Businesses happy with Christmas shopping season
Santa didn’t forget local stores and businesses when he swept through town on Christmas Day, ensuring a fair sprinkling of goodies all year round.
In one of Maple Ridge mall’s, more people were out spending their money this holiday season than last, although it took until the second week of December to get out their wallets and purses.
“I can tell, in talking to tenants, that foot traffic definitely was up,” said Nicole Archer, manager at Valley Fair Mall.
That was evident in the lineups to see Santa in the mall, which sometimes took four hours.
With Maple Ridge’s population continuing to grow, Archer said merchants saw lots of new faces.
“We saw a lot of young families out.”
The manager of the London Drugs in the mall said the same thing and noted more retailers are now responding to the competition from the U.S. by adding another sale day, Black Friday, to their schedule.
“I think all things considered, with all the different types of cross-border shopping, we did fine,” said Steve Usui.
Cross-border shopping has hurt retailers here in the past few years,
“But I think this year, most retailers went heavy on the Black Friday.”
That day falls on the day after the U.S. Thanksgiving in November and kicks off Christmas shopping in that country.
Next year should be better for B.C. retailers as they continue to focus on the U.S. competition.

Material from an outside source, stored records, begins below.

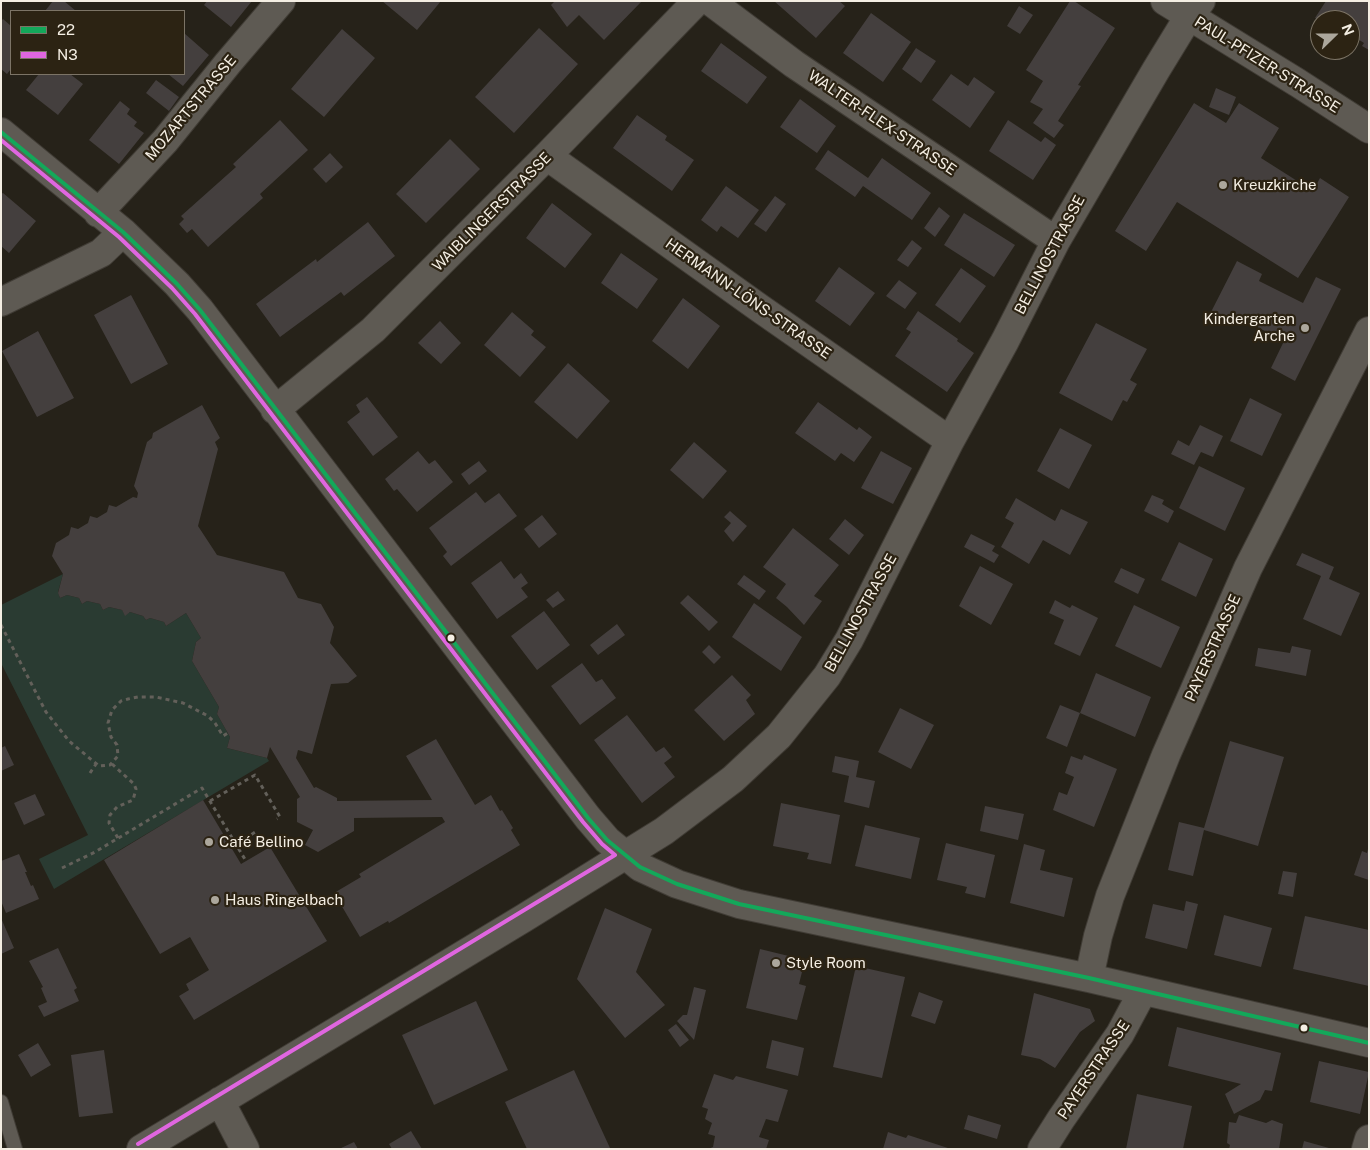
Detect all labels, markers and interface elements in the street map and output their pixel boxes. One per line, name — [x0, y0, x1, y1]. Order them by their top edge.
legend — [10, 10, 185, 75]
north arrow — [1310, 10, 1360, 60]
street label: PAUL-PFIZER-STRASSE — [1191, 13, 1343, 117]
text: 22 — [57, 21, 75, 38]
text: N — [1339, 22, 1357, 38]
text: N3 — [57, 46, 78, 63]
street label: MOZARTSTRASSE — [142, 52, 240, 164]
street label: WALTER-FLEX-STRASSE — [804, 67, 960, 179]
street label: WAIBLINGERSTRASSE — [429, 149, 555, 275]
place label: Kreuzkirche — [1233, 176, 1317, 194]
marker: Kreuzkirche — [1217, 179, 1229, 191]
street label: BELLINOSTRASSE — [1011, 192, 1089, 318]
street label: HERMANN-LÖNS-STRASSE — [662, 235, 834, 363]
place label: Kindergarten Arche — [1203, 310, 1295, 345]
marker: Kindergarten Arche — [1299, 322, 1311, 334]
street label: BELLINOSTRASSE — [821, 551, 901, 675]
street label: PAYERSTRASSE — [1181, 592, 1245, 704]
unlabelled marker — [446, 633, 456, 643]
place label: Café Bellino — [219, 833, 304, 851]
marker: Café Bellino — [203, 836, 215, 848]
place label: Haus Ringelbach — [225, 891, 343, 909]
marker: Haus Ringelbach — [209, 894, 221, 906]
place label: Style Room — [786, 954, 866, 972]
marker: Style Room — [770, 957, 782, 969]
street label: PAYERSTRASSE — [1054, 1017, 1134, 1123]
unlabelled marker — [1299, 1023, 1309, 1033]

Usui said when it comes to electronic goods, prices in Canada are similar to the U.S. But when it comes to clothing, it’s almost impossible to compete against U.S. stores.

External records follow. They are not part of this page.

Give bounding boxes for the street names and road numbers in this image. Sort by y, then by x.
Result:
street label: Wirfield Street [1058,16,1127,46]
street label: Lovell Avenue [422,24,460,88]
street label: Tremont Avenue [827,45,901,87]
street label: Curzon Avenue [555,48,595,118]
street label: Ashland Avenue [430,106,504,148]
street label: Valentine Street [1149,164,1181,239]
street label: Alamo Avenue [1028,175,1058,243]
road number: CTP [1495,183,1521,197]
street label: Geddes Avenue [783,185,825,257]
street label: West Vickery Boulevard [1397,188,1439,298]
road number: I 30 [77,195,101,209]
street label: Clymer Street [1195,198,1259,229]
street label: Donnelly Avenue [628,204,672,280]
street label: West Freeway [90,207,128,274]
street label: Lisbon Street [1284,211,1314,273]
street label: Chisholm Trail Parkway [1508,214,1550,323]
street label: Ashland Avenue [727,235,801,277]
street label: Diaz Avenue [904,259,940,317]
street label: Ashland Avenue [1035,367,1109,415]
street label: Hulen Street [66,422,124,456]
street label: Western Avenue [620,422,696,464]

Haney Sewing and Sound, also downtown, has had Black Friday sales for two years and the extra day helps even out sales over the holidays.
“It makes it a lot easier for sales,” said Don Norman at the store. “We’re up from last year.”
Greg Sheppard, also at Haney Sewing, said the price discrepancy between Canada and U.S. for electronic goods has narrowed over the past few years to the point there’s only a 10- or 15-per-cent price difference.
“Generally speaking, it was a good year for Black Friday and Boxing Day sales.”
Large-screen TVs and Bluetooth sound systems attracted most interest.
Boxing Day was busy at EB Games, with people lining up in the afternoon to get into the store in Meadowtown Centre, said assistant manager Yeska Marois.
The store put out a flyer and put on lots of deals that drew the crowds that resulted in half-hour waits to get to the tills. On the other hand, Black Friday was quiet in the store, Marois said.
The most popular item is PlayStation 4.
“But we’ve been sold out since November. They come in and go out very fast.” More shipments of the $399 set are due in February.
At Pyrgos Taverna, Georgina Nikolopoulos said there have been better Christmas shopping seasons, in the 23 years the restaurant has been on Lougheed Highway.
Many people told her they leave Maple Ridge and do all their shopping in larger malls in larger communities, such as Langley.
“We need more development, more business. We’ve got to do something to improve our community.”
At Firefly Fine Wines and Ales, manager Holly Stone had similar sentiments, with some days busier than others.
But, overall, the amount of traffic similar to last year.
“It was about the same. Christmas Eve seemed a little busier this year.”
The Jolly Coachman Pub on Ford Road in Pitt Meadows had a good December, said manager Bruce McGregor. “It was great. It was really busy.”
People seem to have adapted to the tougher rules against drinking and driving that allow police to seize vehicles at roadside. And with all the condos and apartments nearby, many people now just walk to the pub.
“We had a really great month,” pointing out roast beef and fish and chips specials on certain nights help out with the slow times.
The new Target store in downtown Maple Ridge also held its first Boxing Week sale, after opening this fall.
Starting Boxing Day and continuing to Jan. 2, the store offered discounts of up to 70 per cent.
According to a release, electronics (televisions and tablets), small appliances (vacuums and single serve coffee makers), storage and bedding were “especially popular.”